INFORMATION SHOWN
········

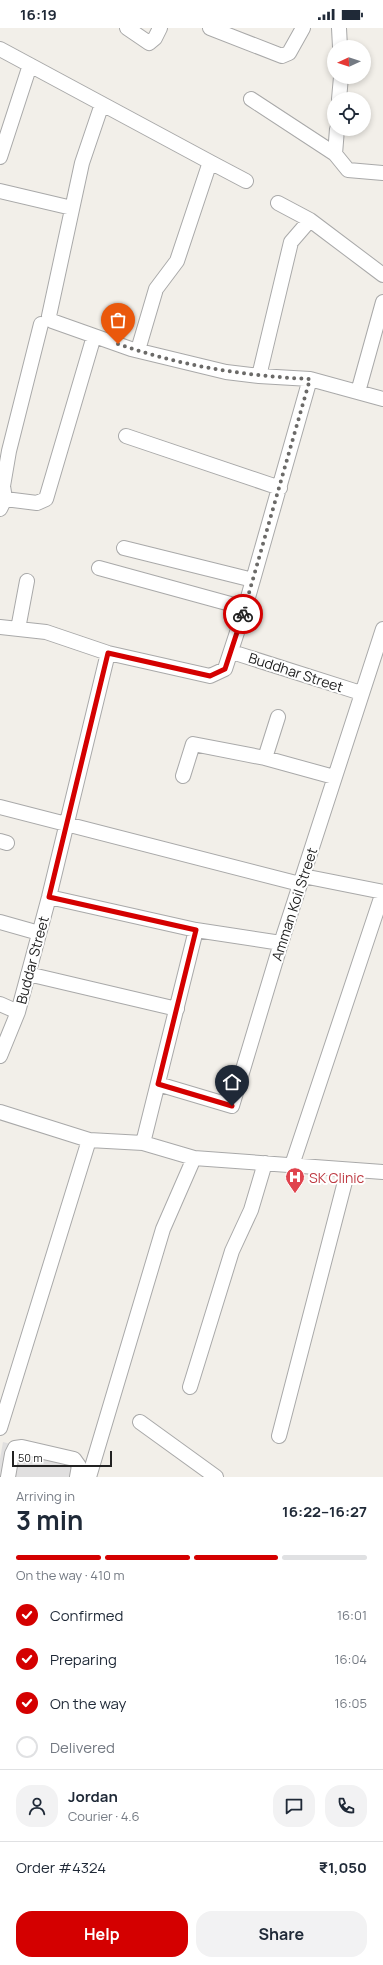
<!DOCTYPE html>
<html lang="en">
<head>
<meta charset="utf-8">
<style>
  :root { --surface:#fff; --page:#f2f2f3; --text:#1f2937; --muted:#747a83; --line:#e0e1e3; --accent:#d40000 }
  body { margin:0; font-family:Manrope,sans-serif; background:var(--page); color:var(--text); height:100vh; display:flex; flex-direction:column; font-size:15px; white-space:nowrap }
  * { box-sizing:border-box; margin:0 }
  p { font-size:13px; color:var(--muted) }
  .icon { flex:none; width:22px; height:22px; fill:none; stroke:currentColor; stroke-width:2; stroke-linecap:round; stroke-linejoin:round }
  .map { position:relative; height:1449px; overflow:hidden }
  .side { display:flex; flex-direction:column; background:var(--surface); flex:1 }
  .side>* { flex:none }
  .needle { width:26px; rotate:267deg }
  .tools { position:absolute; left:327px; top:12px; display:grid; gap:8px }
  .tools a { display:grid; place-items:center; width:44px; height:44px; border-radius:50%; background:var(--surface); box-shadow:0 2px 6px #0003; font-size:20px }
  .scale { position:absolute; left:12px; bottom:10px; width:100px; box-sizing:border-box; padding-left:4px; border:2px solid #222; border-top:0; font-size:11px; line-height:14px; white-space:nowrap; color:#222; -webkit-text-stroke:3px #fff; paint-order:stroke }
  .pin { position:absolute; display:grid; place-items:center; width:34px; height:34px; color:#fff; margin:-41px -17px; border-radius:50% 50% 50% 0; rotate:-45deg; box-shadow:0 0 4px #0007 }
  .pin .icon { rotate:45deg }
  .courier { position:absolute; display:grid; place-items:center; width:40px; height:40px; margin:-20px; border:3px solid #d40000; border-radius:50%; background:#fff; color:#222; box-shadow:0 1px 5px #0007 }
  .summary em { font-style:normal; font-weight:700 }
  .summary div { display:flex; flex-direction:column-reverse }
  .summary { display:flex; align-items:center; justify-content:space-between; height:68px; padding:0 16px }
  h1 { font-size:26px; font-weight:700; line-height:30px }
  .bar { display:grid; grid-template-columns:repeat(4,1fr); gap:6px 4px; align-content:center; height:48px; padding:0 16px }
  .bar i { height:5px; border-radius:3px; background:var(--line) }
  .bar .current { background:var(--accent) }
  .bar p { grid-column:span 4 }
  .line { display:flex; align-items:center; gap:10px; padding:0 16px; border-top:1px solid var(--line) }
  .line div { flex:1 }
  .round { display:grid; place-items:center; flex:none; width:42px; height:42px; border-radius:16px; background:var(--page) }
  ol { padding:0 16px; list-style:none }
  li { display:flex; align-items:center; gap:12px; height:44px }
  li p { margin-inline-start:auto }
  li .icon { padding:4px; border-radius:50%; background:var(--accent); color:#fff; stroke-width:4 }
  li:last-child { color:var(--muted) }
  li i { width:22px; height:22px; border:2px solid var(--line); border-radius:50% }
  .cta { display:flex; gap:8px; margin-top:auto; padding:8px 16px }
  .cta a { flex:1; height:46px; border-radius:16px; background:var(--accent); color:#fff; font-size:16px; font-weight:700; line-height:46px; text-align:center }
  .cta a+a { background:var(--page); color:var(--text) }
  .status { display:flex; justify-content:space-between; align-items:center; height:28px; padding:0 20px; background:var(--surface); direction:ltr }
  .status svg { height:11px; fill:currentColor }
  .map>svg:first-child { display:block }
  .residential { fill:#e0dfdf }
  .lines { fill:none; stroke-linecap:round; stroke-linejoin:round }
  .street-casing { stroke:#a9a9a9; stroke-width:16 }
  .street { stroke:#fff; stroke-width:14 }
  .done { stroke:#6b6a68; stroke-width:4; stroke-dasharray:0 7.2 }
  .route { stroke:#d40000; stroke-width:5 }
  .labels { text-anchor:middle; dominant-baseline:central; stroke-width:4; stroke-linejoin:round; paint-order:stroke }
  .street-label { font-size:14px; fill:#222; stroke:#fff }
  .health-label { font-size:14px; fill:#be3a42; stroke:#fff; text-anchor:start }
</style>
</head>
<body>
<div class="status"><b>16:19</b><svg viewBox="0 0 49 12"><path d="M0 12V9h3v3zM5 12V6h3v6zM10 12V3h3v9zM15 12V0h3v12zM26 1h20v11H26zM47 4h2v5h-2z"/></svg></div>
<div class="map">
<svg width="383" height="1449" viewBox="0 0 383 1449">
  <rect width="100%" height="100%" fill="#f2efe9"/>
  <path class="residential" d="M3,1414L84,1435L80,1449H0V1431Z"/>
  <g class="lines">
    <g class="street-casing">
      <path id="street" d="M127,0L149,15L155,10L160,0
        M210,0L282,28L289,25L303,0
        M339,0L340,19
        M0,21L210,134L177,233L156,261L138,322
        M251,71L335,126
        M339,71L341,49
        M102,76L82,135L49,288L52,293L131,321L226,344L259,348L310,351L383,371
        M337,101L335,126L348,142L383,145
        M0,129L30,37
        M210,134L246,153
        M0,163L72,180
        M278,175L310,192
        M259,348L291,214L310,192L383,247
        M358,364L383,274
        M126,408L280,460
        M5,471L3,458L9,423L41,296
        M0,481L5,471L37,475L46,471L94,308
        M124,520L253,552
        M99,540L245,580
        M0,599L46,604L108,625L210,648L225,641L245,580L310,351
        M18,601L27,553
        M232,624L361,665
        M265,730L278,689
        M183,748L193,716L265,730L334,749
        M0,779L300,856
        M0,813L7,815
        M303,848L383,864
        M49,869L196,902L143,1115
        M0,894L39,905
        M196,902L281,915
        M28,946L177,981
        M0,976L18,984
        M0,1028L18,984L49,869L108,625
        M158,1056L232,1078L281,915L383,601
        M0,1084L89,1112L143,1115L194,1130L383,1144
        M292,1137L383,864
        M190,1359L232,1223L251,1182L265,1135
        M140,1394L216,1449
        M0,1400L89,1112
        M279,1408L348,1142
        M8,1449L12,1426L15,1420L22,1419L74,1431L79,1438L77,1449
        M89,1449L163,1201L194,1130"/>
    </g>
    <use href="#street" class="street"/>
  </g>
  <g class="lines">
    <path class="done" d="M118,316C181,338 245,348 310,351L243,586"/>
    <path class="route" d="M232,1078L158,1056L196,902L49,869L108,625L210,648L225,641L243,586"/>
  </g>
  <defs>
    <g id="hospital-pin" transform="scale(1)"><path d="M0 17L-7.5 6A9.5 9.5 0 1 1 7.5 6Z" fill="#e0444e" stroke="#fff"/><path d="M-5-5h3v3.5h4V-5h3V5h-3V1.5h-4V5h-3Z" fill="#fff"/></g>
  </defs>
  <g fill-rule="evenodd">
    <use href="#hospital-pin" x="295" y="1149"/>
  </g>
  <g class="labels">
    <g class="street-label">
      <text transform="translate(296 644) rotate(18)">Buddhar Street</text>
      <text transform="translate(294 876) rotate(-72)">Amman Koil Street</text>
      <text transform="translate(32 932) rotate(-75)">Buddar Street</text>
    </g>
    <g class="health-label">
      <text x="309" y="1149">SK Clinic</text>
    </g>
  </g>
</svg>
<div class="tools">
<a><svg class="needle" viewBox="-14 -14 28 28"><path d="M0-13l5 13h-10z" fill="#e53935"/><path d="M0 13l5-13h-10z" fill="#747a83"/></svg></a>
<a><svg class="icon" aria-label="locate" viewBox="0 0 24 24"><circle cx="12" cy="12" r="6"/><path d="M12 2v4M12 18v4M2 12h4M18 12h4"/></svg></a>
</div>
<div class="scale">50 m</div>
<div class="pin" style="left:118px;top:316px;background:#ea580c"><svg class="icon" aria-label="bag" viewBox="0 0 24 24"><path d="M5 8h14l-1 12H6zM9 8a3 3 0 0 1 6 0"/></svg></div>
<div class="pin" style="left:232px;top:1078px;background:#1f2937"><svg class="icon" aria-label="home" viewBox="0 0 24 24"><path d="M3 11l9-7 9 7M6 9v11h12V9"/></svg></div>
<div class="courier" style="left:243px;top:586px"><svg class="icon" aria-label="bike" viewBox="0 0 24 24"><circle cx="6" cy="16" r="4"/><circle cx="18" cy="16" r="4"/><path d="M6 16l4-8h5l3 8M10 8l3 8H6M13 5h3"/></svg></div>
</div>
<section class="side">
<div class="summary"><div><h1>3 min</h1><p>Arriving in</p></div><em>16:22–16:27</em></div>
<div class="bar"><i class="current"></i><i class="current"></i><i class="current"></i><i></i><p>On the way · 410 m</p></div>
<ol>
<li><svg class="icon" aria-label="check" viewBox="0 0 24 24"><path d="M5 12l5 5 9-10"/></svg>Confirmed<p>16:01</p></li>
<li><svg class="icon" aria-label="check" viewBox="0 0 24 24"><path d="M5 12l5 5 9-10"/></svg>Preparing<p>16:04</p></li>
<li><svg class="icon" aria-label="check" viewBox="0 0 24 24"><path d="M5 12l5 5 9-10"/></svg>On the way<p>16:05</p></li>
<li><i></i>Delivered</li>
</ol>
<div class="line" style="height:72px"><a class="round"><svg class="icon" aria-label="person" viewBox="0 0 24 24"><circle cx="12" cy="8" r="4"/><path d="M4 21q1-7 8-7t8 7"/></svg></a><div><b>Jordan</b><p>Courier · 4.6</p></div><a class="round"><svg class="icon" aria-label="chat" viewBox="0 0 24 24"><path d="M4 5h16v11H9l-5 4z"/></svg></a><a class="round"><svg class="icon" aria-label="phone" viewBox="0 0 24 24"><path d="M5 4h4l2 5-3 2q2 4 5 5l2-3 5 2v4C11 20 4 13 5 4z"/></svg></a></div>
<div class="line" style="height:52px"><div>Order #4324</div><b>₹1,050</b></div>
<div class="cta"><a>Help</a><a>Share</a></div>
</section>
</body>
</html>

········

WORK INSTRUCTIONS
What is needed is one number, the count of lines in the listing above that contain the word "body".

RESULT OF THE TASK
3